Centered “6G Standardization Direction” and “6G Innovation Driving Force”, Dr. Tong shared important views on the future architecture, terminal development, and key technologies of 6G.
In terms of architecture design, 6G should go beyond Service-Based Architecture and move towards Application-Driven Network.
5G has already achieved market success and continues to evolve towards 5G-Advanced. 6G will not simply reuse 5G network architecture, without generational and fundamental innovations, which will limit the mobile industry’s aspiration and imagination to dive the innovation in the 6G era. 6G must have obvious cross-generational characteristics and technical breakpoint.
On the core side, reusing the 5G core network will hinder the innovation in AI. We should use Agentic-AI based technology to re-architect 6G Core that goes beyond 5G Service-Based Architecture and support the foundational capabilities of AI, Sensing and NTN , and thus evolve towards the Application Driven Network .

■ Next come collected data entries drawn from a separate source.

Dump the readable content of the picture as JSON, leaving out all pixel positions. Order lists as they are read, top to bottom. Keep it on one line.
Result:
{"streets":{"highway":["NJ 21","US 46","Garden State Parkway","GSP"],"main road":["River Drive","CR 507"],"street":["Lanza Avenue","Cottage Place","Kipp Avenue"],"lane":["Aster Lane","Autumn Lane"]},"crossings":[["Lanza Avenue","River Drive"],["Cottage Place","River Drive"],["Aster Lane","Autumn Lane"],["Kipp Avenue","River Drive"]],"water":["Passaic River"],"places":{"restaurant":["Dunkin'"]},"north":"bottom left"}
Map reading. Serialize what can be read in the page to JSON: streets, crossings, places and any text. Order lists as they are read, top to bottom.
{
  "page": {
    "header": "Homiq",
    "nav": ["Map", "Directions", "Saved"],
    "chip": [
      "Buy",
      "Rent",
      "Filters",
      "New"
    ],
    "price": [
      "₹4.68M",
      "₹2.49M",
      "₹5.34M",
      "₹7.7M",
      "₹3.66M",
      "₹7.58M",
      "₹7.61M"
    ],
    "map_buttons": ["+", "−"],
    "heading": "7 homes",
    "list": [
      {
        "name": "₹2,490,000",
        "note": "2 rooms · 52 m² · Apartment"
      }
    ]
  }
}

In terms of terminal evolution, 6G user device calls for a breakthrough to lead the success of the entire industry chain.
It is the law of the mobile industry to drive the evolution of the market with the pioneering technology. The 6G networks and 6G terminals must meet the requirements of consumers and vertical industries in the 6G market phase from 2030 to 2040.
Currently, smartphones are evolving to AI terminals to usher in the mobile AI era. In post-MBB era, breakthroughs in terminal technologies will be the key to the evolution of the mobile industry. Therefore, 6G user device calls for a breakthrough towards “Full-AI”, thus to drive 6G network upgrade and the success of the entire industry ecosystem.
In terms of technology development, AI will become a key enabler for 6G with network paradigm shifting.
Twenty years ago, the Internet was the enabler of the technology innovations. Mobile communications embraced the Internet and achieved great business success. Today, AI maybe the disruptive enabler of the latest technology innovations.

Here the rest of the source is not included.